May 31, 2021 | Posted in : Billing Record / Entries, Class Fee Objector, Contingency Fees / POF, Fee Allocation / Fee Apportionment, Fee Award Factors, Fee Request, Fees & Common Fund, Hours Billled, Practice Area: Class Action / Mass Tort / MDL, Settlement Data / Terms

A recent Law 360 story by Michael Phills, “Flint Plaintiffs' Attys Argue For Final OK of $641M Settlement,” reports that plaintiffs' attorneys want to seal the deal on a $641 million settlement over the Flint, Michigan, water crisis that objectors have said carves out too much for legal fees, arguing that the fee request is fair for the hard-fought work to secure compensation for an environmental catastrophe.  In a trio of filings, the plaintiffs' attorneys pushed back against several types of objections around the settlement, including the argument that a nearly 32% award of attorney fees is unreasonable.  The attorneys argue that their work produced something significant that the judge should sign off on.  They say that despite the objections the court has received, more than 50,000 have supported the deal, showing its widespread backing from the Flint community.
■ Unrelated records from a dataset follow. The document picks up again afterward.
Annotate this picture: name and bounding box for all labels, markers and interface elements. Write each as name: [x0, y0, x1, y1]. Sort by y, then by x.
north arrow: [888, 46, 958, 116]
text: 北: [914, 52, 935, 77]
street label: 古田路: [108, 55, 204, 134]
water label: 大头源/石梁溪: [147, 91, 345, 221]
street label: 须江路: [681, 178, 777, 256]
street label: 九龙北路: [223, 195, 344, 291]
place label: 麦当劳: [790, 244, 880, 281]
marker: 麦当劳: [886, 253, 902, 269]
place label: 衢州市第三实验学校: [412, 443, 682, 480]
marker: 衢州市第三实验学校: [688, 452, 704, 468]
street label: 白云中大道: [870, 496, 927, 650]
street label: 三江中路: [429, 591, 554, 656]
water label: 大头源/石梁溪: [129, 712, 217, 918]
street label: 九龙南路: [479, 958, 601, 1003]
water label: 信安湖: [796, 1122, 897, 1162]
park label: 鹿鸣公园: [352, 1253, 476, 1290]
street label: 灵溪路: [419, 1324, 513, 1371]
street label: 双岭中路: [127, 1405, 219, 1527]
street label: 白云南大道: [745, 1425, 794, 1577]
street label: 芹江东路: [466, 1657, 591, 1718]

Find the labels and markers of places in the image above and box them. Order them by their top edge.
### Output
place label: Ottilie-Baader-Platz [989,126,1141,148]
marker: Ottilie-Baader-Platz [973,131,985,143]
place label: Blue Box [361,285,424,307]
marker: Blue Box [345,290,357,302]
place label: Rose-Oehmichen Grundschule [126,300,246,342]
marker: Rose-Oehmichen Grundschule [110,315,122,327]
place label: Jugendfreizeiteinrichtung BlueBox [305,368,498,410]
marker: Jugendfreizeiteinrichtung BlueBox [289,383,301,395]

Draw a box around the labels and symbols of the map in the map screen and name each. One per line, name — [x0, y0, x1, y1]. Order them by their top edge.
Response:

On the question of fees, plaintiffs' counsel defended their request as reasonable, reflective of the many years and hours of work spent on the case.  And they said the top line fee request is more complicated than objectors make it out to be.  "Some objectors have claimed that plaintiffs' counsel seek an award of more than $200 million in attorneys' fees.  That is not true — a substantial portion of the attorneys' fees in this matter will be paid by claimants to their individually retained counsel," the plaintiffs' attorneys wrote.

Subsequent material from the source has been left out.